» **GOAL OF THE EXERCISE**
Only the text belongs in the copy: repeat each record exactly, without pictures.

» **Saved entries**
<<<<
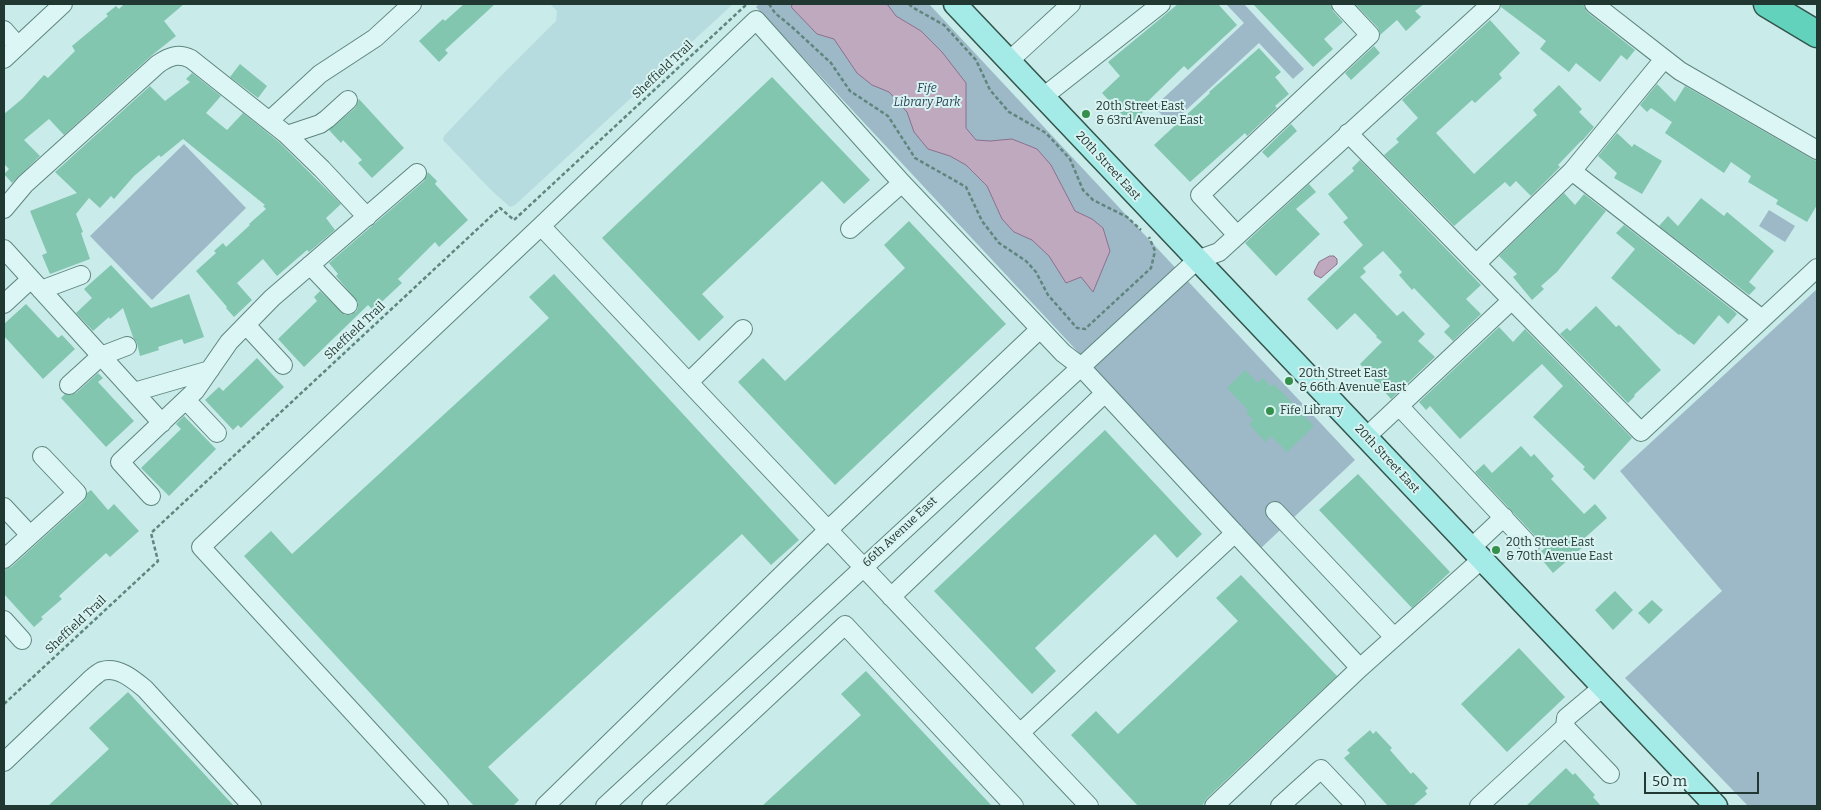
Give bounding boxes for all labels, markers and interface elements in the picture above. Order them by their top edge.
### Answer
street label: Sheffield Trail [629,38,697,102]
park label: Fife Library Park [894,82,960,110]
place label: 20th Street East & 63rd Avenue East [1096,100,1203,128]
marker: 20th Street East & 63rd Avenue East [1080,108,1092,120]
street label: 20th Street East [1073,129,1143,203]
street label: Sheffield Trail [321,299,389,363]
place label: 20th Street East & 66th Avenue East [1299,367,1406,395]
marker: 20th Street East & 66th Avenue East [1283,375,1295,387]
place label: Fife Library [1280,404,1343,418]
marker: Fife Library [1264,405,1276,417]
street label: 20th Street East [1352,422,1422,496]
street label: 66th Avenue East [860,494,940,570]
place label: 20th Street East & 70th Avenue East [1506,536,1613,564]
marker: 20th Street East & 70th Avenue East [1490,544,1502,556]
street label: Sheffield Trail [42,593,110,657]
scale bar [1646,762,1761,794]
text: 50 m [1652,772,1687,790]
>>>>
» **RESPONSE AREA**
Give bounding boxes for all labels, markers and interface elements in the picture above. Order them by their top edge.
### Answer
street label: Sheffield Trail [629,38,697,102]
park label: Fife Library Park [894,82,960,110]
place label: 20th Street East & 63rd Avenue East [1096,100,1203,128]
marker: 20th Street East & 63rd Avenue East [1080,108,1092,120]
street label: 20th Street East [1073,129,1143,203]
street label: Sheffield Trail [321,299,389,363]
place label: 20th Street East & 66th Avenue East [1299,367,1406,395]
marker: 20th Street East & 66th Avenue East [1283,375,1295,387]
place label: Fife Library [1280,404,1343,418]
marker: Fife Library [1264,405,1276,417]
street label: 20th Street East [1352,422,1422,496]
street label: 66th Avenue East [860,494,940,570]
place label: 20th Street East & 70th Avenue East [1506,536,1613,564]
marker: 20th Street East & 70th Avenue East [1490,544,1502,556]
street label: Sheffield Trail [42,593,110,657]
scale bar [1646,762,1761,794]
text: 50 m [1652,772,1687,790]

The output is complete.